Blood is certainly one of the most graphic and potent of literary symbols: a life-sustaining fluid, a product of injury or death, a signal of feminine fertility and virginity, a salable commodity, a gift of life via transfusion, and a genetic and metaphorical bond among children, parents, their extended families, and prospective descendants. Each of these meanings plays a significant role in CHRONICLE OF A BLOOD MERCHANT, Yu Hua's harrowing tale of one father's relentless efforts to survive and provide for his family under the most difficult of circumstances.
Set in a small town in mainland China, CHRONICLE OF A BLOOD MERCHANT follows three decades in the life of Xu Sanguan, a cocoon deliverer in a local silk factory, as he marries Xu Yulan, fathers three children (more of less named One, Two, and Three), learns that he has been cuckolded, is in turn unfaithful to his own wife, and helps his family survive the Cultural Revolution, ruinous famines, the "sending down" of two sons to the countryside, and the critical illness of his oldest son, the one he has long known is not his own. Along the way, Xu Sanguan learns to sell his blood at a local hospital as a way to raise emergency funds.
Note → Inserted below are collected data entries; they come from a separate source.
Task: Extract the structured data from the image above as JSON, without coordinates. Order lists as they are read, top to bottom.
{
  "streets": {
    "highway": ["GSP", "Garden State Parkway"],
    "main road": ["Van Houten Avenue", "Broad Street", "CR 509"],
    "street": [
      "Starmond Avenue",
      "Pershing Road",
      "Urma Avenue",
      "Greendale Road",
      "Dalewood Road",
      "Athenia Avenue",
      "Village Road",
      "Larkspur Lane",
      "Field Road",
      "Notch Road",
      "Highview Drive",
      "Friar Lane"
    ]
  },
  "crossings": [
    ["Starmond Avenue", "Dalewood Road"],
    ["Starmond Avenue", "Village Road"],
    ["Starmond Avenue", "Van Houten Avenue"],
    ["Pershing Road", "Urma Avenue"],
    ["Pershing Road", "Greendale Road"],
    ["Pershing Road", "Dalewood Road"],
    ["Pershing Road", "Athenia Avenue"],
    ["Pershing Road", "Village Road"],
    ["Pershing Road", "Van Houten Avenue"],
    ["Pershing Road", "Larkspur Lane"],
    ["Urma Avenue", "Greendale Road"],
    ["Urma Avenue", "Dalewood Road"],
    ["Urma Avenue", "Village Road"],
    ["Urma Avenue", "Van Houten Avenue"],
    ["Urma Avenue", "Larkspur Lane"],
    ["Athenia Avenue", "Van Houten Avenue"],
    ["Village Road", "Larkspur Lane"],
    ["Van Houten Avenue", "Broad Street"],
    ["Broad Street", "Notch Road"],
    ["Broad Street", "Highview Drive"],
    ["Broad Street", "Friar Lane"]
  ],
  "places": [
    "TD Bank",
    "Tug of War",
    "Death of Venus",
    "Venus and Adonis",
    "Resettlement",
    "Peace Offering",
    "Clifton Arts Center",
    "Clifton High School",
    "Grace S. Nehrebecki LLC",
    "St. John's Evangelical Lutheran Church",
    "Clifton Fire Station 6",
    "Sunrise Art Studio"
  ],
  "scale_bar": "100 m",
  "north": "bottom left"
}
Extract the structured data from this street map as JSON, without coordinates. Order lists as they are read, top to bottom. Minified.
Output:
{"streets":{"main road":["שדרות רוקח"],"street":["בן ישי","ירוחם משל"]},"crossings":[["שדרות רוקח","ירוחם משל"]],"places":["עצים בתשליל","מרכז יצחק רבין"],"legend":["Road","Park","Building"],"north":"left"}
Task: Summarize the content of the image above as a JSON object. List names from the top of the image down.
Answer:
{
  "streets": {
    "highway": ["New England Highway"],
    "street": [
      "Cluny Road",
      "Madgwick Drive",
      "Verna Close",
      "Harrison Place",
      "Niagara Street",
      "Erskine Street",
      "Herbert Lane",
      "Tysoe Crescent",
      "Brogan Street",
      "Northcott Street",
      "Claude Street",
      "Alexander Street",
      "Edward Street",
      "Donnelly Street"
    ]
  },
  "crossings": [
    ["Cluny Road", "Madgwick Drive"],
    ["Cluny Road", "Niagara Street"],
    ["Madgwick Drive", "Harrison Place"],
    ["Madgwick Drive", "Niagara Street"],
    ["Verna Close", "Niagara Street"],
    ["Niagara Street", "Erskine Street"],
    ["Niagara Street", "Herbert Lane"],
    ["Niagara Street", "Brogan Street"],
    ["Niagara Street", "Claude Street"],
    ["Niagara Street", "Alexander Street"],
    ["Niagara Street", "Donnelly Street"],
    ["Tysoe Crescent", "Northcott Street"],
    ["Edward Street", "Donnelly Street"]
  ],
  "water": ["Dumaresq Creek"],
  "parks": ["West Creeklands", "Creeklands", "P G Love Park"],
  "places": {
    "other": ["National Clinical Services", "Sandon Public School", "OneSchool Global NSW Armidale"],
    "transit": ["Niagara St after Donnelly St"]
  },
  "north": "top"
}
Symbolically, of course, Yu Hua is portraying the burdens and hypocrisies of a system in which the lowly and honest can only barely survive by resorting to the extreme measure of selling their energy, their strength, and in some cases, their very lives.
This novel works for several reasons. First, the language is simple and direct, almost choppy and childish at times, a reflection of its uneducated protagonists. Second, the author has created a small cast of characters whose fates are inextricably linked to one another, and among whom actions both good and bad eventually create unplanned or unintended consequences. In particular, the relationship between Xu Sanguan, Xu Yulan, their son Yile, Yile's blood father He Xiaoyong, and He's wife, creates a series of alternating and humorous interdependencies. Third, Yu Hua has skillfully recreated the peasant atmosphere of Chinese village life, complete with gossiping and public lamentations, traditions and superstitions, the importance of connections (guanxi, as the Chinese call it) with higher-ups, and horrific misinformation about human health and personal care.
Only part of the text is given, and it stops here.